Ayma sourit en pensant qu'elle avait quinze ans depuis quelques heures. Elle allait enfin être considérée comme une adulte par la société, et surtout par sa famille. Elle se leva en s'étirant et attacha sa longue chevelure qui s'était emmêlée pendant son sommeil. Elle jeta, machinalement, un regard à son miroir en passant devant lui. Intriguée, elle s'arrêta... Elle avait l'impression que ses yeux sombres s'étaient éclaircis. Ils avaient dorénavant une nuance brune. Elle secoua la tête et chassa cette pensée étrange. Si Caân était présent, il dirait certainement qu'il s'agissait encore d'une extravagance de sa chère cousine.
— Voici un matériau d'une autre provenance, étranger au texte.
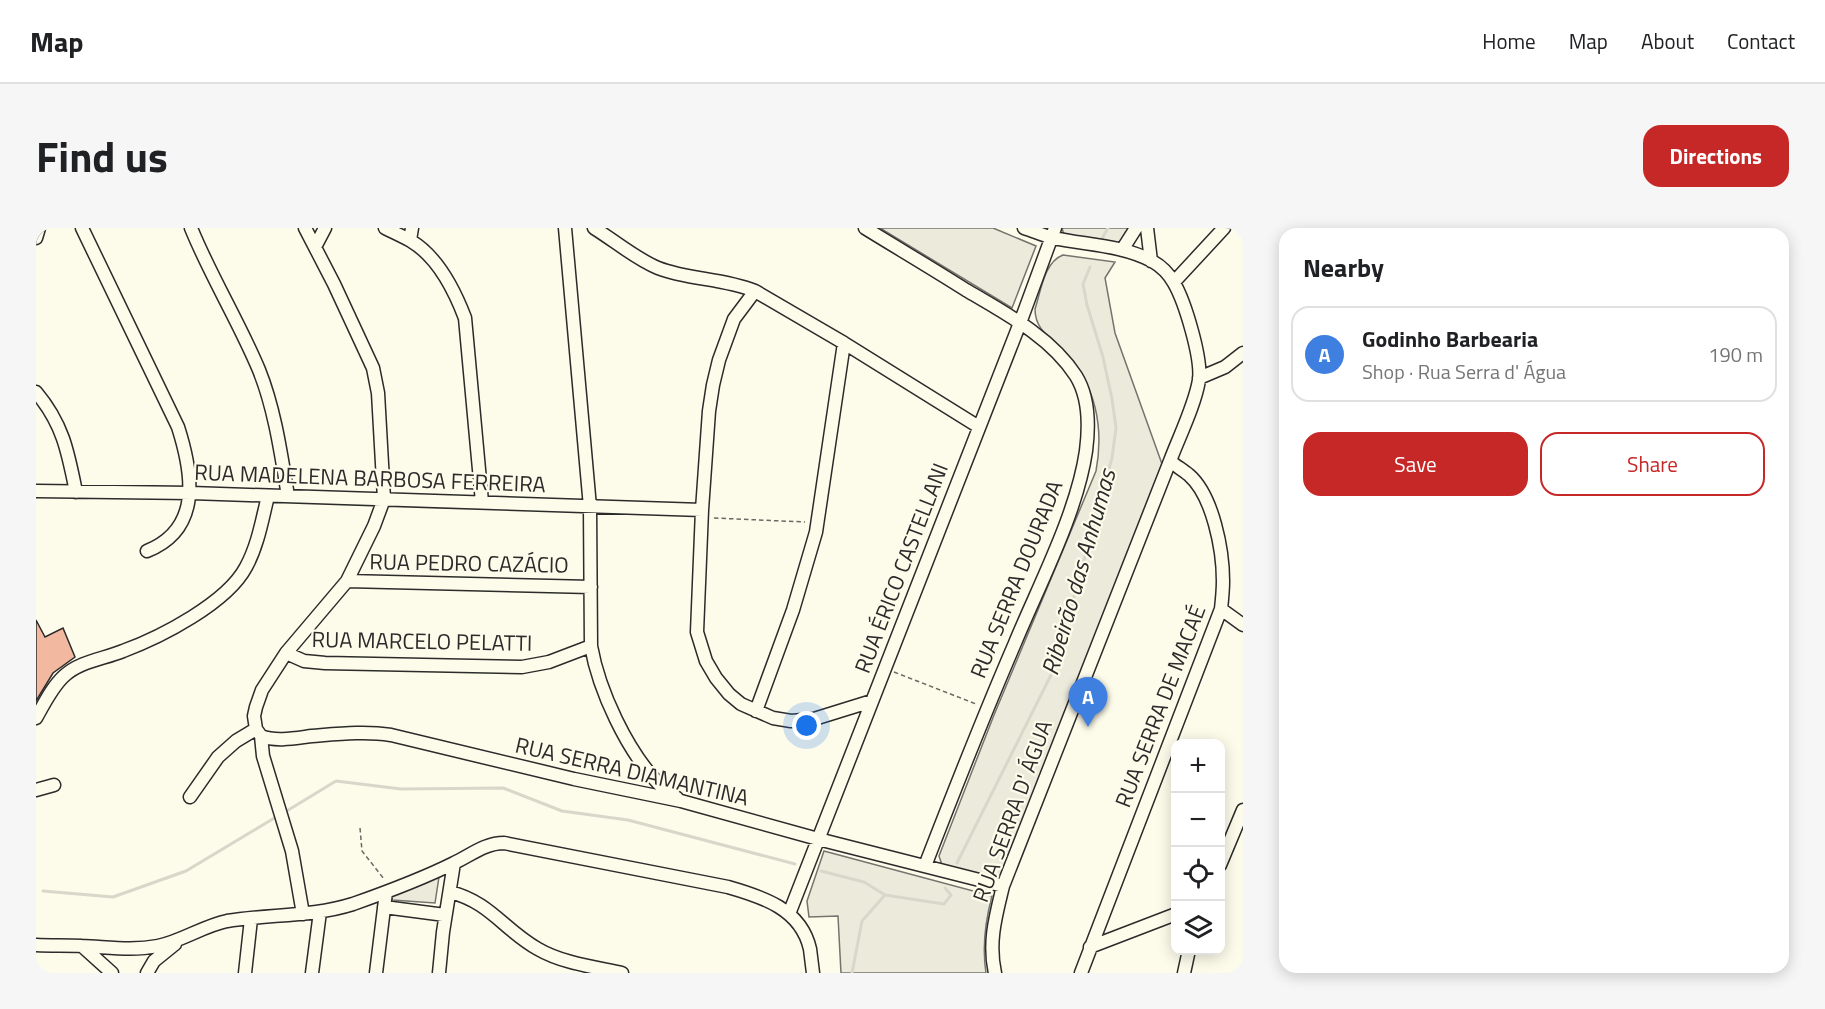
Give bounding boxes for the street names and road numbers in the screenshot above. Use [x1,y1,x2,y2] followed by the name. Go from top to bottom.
[194,455,546,501] street label: RUA MADELENA BARBOSA FERREIRA
[845,458,957,678] street label: RUA ÉRICO CASTELLANI
[961,475,1071,683] street label: RUA SERRA DOURADA
[369,544,569,582] street label: RUA PEDRO CAZÁCIO
[1106,600,1214,812] street label: RUA SERRA DE MACAÉ
[311,622,533,660] street label: RUA MARCELO PELATTI
[963,715,1061,907] street label: RUA SERRA D' ÁGUA
[512,728,752,814] street label: RUA SERRA DIAMANTINA

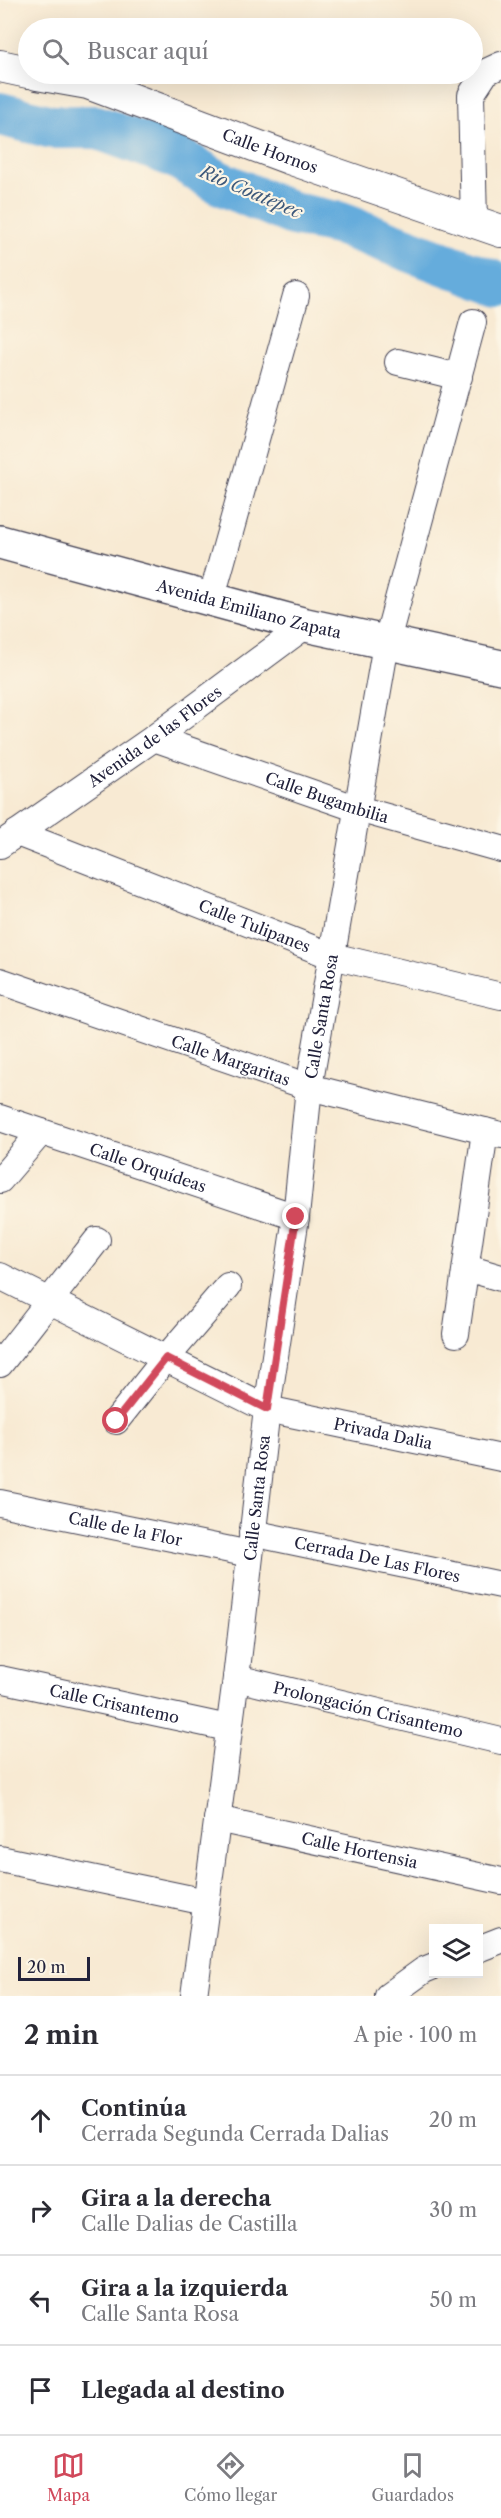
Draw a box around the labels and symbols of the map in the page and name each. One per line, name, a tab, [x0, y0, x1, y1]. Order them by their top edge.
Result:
street label: Calle Hornos	[219, 124, 320, 177]
water label: Rio Coatepec	[195, 160, 306, 224]
street label: Avenida Emiliano Zapata	[154, 575, 344, 642]
street label: Avenida de las Flores	[83, 681, 225, 792]
street label: Calle Bugambilia	[263, 768, 392, 827]
street label: Calle Tulipanes	[196, 895, 313, 957]
street label: Calle Santa Rosa	[301, 952, 342, 1080]
street label: Calle Margaritas	[169, 1031, 293, 1090]
street label: Calle Orquídeas	[87, 1139, 209, 1196]
route end	[282, 1203, 308, 1229]
route start	[102, 1407, 128, 1433]
street label: Privada Dalia	[332, 1413, 435, 1454]
street label: Calle Santa Rosa	[240, 1433, 274, 1562]
street label: Calle de la Flor	[67, 1507, 184, 1550]
street label: Cerrada De Las Flores	[292, 1532, 462, 1586]
street label: Prolongación Crisantemo	[271, 1677, 465, 1742]
street label: Calle Crisantemo	[48, 1680, 181, 1727]
street label: Calle Hortensia	[300, 1828, 420, 1873]
scale bar	[18, 1954, 90, 1982]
Elle fronça les sourcils en se demandant pourquoi son cousin ne l'avait pas réveillée plus tôt : ce n'était pas un jour ordinaire... il allait l'entendre ! Elle se dirigea d'un pas décidé vers les escaliers.
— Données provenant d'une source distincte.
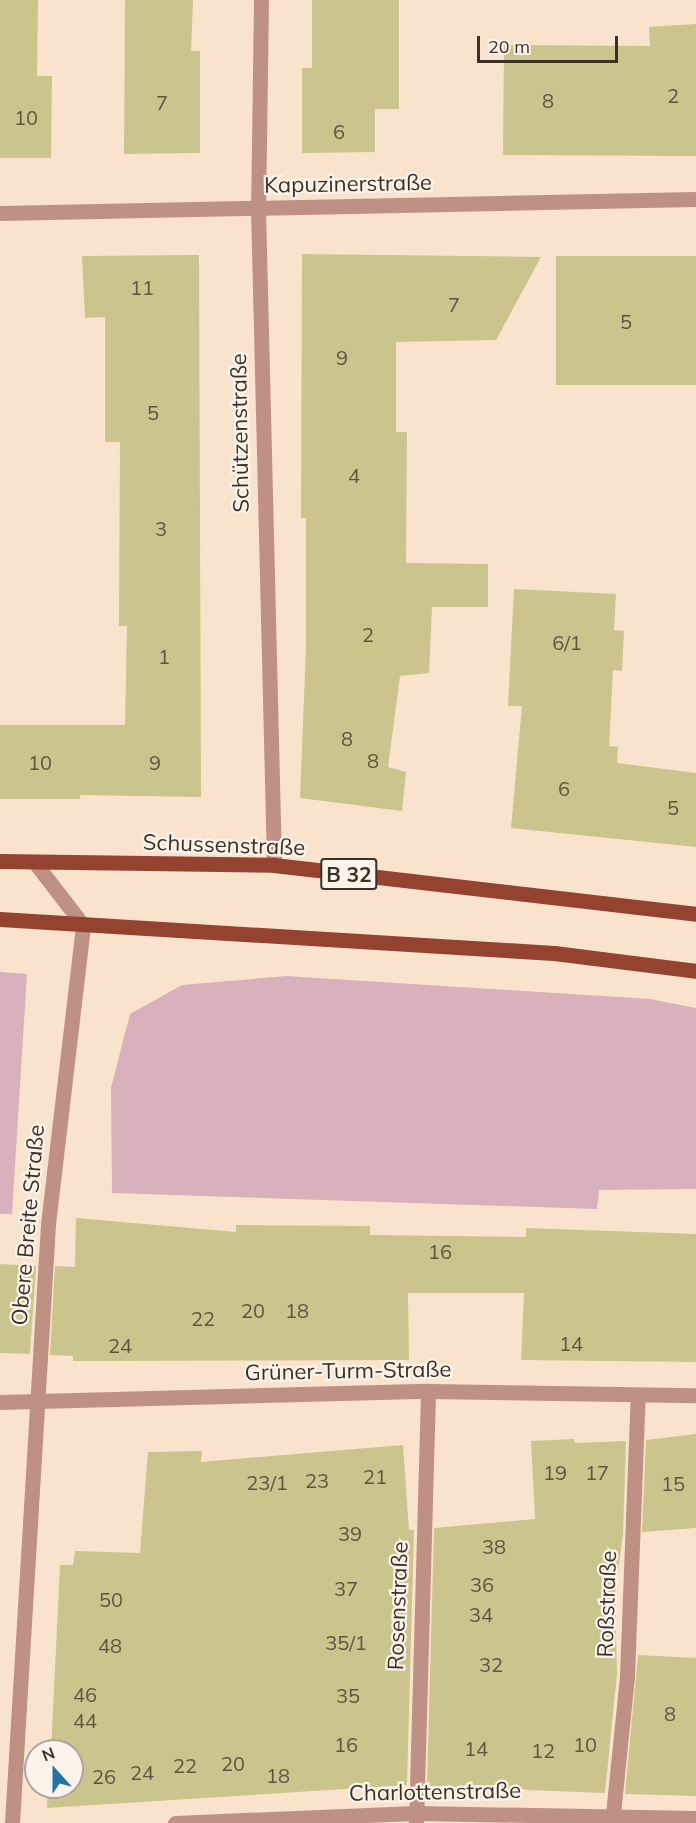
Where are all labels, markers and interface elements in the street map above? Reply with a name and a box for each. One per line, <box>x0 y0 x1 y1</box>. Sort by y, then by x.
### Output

Une odeur de petits pains chauds et de gâteaux sortant du four l'accueillit alors qu'elle entrait dans la cuisine. Sa tante Cymaïa lui tournait le dos et remuait une préparation qui ressemblait à de la pâte à hohqay. Ses cheveux couleur de miel ondulaient sur ses épaules. Elle se retourna et son sourire chaleureux scintilla dans ses yeux verts pailletés d'or. Comme chaque matin, Ayma en eut le souffle coupé : elle savait que sa tante était une fidèle de la déesse Belté, mais sa beauté n'en restait pas moins surprenante et rare.
« Dis- moi, tu as l'intention de nourrir tous les habitants du quartier ? »
Cymaïa ignora la remarque moqueuse de sa nièce, laissa ses ustensiles de cuisine sur le plan de travail et s'approcha de la jeune fille afin de la serrer dans ses bras.
« Sois bénie en ce jour de Wjajy, ma chérie ! dit-elle en l'embrassant.
- Merci ! Mais pourquoi as-tu préparé autant de nourriture ?
- Je voulais que tu puisses manger quelque chose qui te fasse vraiment plaisir car aujourd'hui est un grand jour pour toi ! Alors, que veux-tu pour ton petit-déjeuner ? Du hohqay ? "
La jeune fille hocha la tête vigoureusement à la mention de son dessert préféré.
Elle s'assit et posa ses coudes sur la table, tandis que sa tante sortait un plat fumant du four. Ayma se servit un verre de jus de fruits frais qu'elle fit tourner dans ses mains au lieu de le boire.
« Tu sais... il n'y a pas vraiment de raison d'en faire toute une histoire... Je suis une fidèle de Pescari, cette cérémonie ne réserve aucune surprise. »
Cymaïa sourit mystérieusement mais ne dit mot. Cela avait le don d'agacer la jeune fille qui s'emporta :
« Mais, enfin, je nage comme un xiwes depuis l'âge de quatre ans ! Oncle Ojas raconte à qui veut l'entendre que j'ai su nager avant même de savoir marcher ! D'ailleurs, il m'a souvent dit que je pourrais travailler avec lui plus tard sur son bateau de pêche...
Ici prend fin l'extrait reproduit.